Metabolism and nutrition disorders:
uncommon – anorexia, increased appetite;
frequency unknown – weight gain, weight loss.
General disorders:
common – headache, asthenia;
uncommon – fever, dizziness, malaise, increased fatigue, disturbances in smell and taste, increased sweating, flushing, cold hyperesthesia;
rare – alcohol abuse tendency, coagulation disorders, voice loss, hiccups, glossalgia.
Hepatobiliary disorders:
uncommon – increased liver enzymes.
Reproductive system and breast:
uncommon – menstrual cycle disturbances, decreased or increased libido;
rare – amenorrhoea, genital inflammation, decreased ejaculation, impotence.

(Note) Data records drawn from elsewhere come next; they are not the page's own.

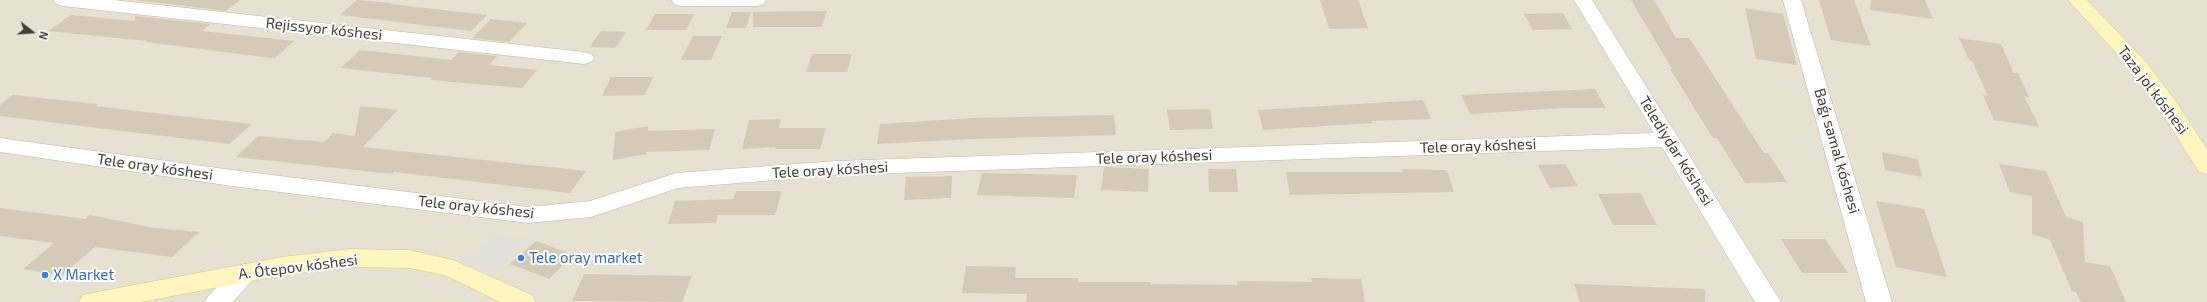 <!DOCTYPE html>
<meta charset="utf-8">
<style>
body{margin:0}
#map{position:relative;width:2207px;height:302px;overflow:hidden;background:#f2efe2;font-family:"Exo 2",sans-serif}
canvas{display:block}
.north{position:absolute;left:12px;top:12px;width:40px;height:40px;-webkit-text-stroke:3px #fff;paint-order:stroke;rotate:107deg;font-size:11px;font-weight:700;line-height:16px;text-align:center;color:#443e33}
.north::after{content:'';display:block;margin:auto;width:14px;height:18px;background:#443e33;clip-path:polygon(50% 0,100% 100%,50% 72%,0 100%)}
</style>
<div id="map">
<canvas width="2207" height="302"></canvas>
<div class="north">N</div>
</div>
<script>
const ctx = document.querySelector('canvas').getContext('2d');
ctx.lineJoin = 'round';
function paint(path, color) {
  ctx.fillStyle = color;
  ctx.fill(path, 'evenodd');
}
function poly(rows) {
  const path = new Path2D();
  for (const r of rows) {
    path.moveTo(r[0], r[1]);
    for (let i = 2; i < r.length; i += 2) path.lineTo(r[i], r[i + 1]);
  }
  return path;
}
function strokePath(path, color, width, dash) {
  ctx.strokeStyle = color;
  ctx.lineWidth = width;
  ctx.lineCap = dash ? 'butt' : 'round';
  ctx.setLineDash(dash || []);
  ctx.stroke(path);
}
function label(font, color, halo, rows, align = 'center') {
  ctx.font = font + ' "Exo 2",sans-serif';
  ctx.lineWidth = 4;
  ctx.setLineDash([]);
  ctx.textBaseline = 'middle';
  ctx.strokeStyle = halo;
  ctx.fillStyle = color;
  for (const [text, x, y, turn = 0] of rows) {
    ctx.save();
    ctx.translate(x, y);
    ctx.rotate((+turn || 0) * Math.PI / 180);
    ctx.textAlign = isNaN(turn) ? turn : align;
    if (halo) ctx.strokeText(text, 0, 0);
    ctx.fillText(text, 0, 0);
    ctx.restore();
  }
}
const residential = poly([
 [0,0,2207,0,2207,302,0,302]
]);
const parking = poly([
 [497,234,530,239,493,272,466,260]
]);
const building = poly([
 [136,0,240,0,226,11],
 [357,0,392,3,390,4,487,15,471,31,340,15],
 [1320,0,1358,0,1368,28,1329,29],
 [1631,0,1654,0,1676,38,1689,38,1764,153,1768,153,1787,182,1745,183,1717,138,1713,138,1670,69,1672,69],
 [1819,0,1854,0,1871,46,1831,40],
 [1871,0,1925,0,1933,19,1870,10],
 [1745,8,1783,14,1797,65,1756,59],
 [827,11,821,27,753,27,753,12],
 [732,12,751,12,746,28,726,28],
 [1563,13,1572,29,1533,30,1524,14],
 [655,14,694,14,686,30,646,30],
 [71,15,135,21,135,16,210,24,202,31,294,41,275,58,271,58,146,42,148,41,48,31],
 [491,19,527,23,509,42,472,38],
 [601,31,626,32,615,48,590,47],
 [693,36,722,36,711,60,681,60],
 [1959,38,2001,44,2014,73,2018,73,2029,97,2024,96,2039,127,1994,120,1983,95,1988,96,1972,61,1969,60],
 [360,50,451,60,459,52,497,56,489,65,537,70,522,88,431,80,432,78,341,68],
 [812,54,852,54,847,72,806,72],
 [611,77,653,77,645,95,602,96],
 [1595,89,1606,108,1563,108,1470,114,1461,95],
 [13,95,98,104,96,106,153,113,252,124,229,144,0,116,0,105],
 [1423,100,1431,119,1371,121,1372,123,1263,130,1258,110],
 [360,106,398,110,363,147,586,171,570,193,394,172,392,174,236,157,258,136,324,142,333,133,355,136],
 [1210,109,1213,129,1170,130,1167,110],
 [1114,115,1116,135,971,139,877,144,880,124,975,118],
 [781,119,779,128,826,128,820,149,775,149,776,147,742,149,749,120],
 [648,126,648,131,715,129,709,150,646,152,646,154,613,160,615,132],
 [1882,152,1918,159,1922,177,1885,170],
 [1565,164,1578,186,1550,188,1538,165],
 [1999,164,2046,171,2066,217,2083,222,2085,262,2110,266,2126,302,2081,302,2076,292,2072,291,2050,240,2032,234,2032,196,2010,192],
 [1104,167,1149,169,1148,192,1101,190],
 [1208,169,1236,169,1238,192,1209,192],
 [1402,169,1447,170,1454,192,1290,195,1286,172,1403,172],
 [982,173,1077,175,1074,198,977,195],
 [952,176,951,198,904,200,906,177],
 [736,191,782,191,775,215,718,215,716,223,668,224,675,201,733,199],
 [1640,193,1657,225,1613,225,1598,194],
 [1876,201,1924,209,1947,277,1896,267],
 [0,208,85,219,90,215,154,228,199,232,172,257,95,247,62,275,23,269,54,243,0,236],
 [1781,239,1825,239,1848,273,1802,273],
 [536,241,574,255,549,279,510,264],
 [966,266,1016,267,1015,278,1078,278,1078,282,1150,282,1150,284,1238,285,1237,281,1312,282,1311,278,1361,279,1365,302,1026,302,1027,294,962,293],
 [584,274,633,275,692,276,682,302,572,301],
 [1574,284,1705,289,1705,302,1580,302]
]);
const street = poly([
 [54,0,114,0,584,52,591,54,594,58,591,62,584,64,63,6,56,4,54,0],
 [672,0,766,0,764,4,757,6,681,6,674,4,672,0],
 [1574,0,1592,0,1781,302,1755,302,1662,147,836,175,678,188,591,217,528,223,232,186,0,152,0,138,232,170,528,207,590,201,676,173,836,161,1654,133,1574,0],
 [1783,0,1801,0,1892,302,1866,302,1783,0],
 [246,264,255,267,258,273,233,302,205,302,209,295,237,267,246,264]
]);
const secondary = poly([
 [2068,0,2087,0,2146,62,2175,100,2207,149,2207,174,2199,172,2159,108,2132,70,2068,0],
 [350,249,410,250,453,260,532,295,536,302,500,302,447,276,410,268,350,267,282,275,141,302,79,302,83,295,92,293,282,257,350,249]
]);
const markers = [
 [521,258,4,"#3f7fe0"],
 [45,275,4,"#3f7fe0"]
];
const streetNames = [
 ["Rejissyor kóshesi",324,29,6],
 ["Taza jol kóshesi",2153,90,53],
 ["Tele oray kóshesi",1478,146,-2],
 ["Telediydar kóshesi",1676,151,58],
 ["Baǵı samal kóshesi",1837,151,74],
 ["Tele oray kóshesi",1154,157,-2],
 ["Tele oray kóshesi",155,167,8],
 ["Tele oray kóshesi",830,170,-3],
 ["Tele oray kóshesi",476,207,6],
 ["A. Ótepov kóshesi",298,267,-7]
];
const shopNames = [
 ["Tele oray market",529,258],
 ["X Market",53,275]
];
paint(residential, '#e6e1d0');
paint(parking, '#e2e0db');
paint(building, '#d4cbb7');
strokePath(street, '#bdb7a5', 1);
strokePath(secondary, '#d4c88f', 1);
paint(street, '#fff');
paint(secondary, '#fff6bf');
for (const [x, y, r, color] of markers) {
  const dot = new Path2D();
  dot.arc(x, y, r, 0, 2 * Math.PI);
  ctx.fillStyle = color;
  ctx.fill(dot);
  strokePath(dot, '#fff', 1.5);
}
label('15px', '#443e33', '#fff', streetNames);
label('15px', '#366cbe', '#fff', shopNames, 'left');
</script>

Laboratory investigations: elevated serum transaminase levels.
Shelf life. 5 years.
Do not use after the expiry date stated on the packaging.
Storage conditions.
Store at a temperature not exceeding 30 °C in a place protected from light.
Keep out of reach of children.
Packaging.
10 tablets in a blister, 6 blisters in a cardboard box.
Prescription category. Prescription only.
Manufacturer/Marketing Authorisation Holder.
Egis Pharmaceuticals PLC, Hungary.
Address of manufacturer and place of business.
Matyas kiraly str. 65, 9900 Kermend, Hungary.
Bekenyfeldi str. 118-120, 1165 Budapest, Hungary.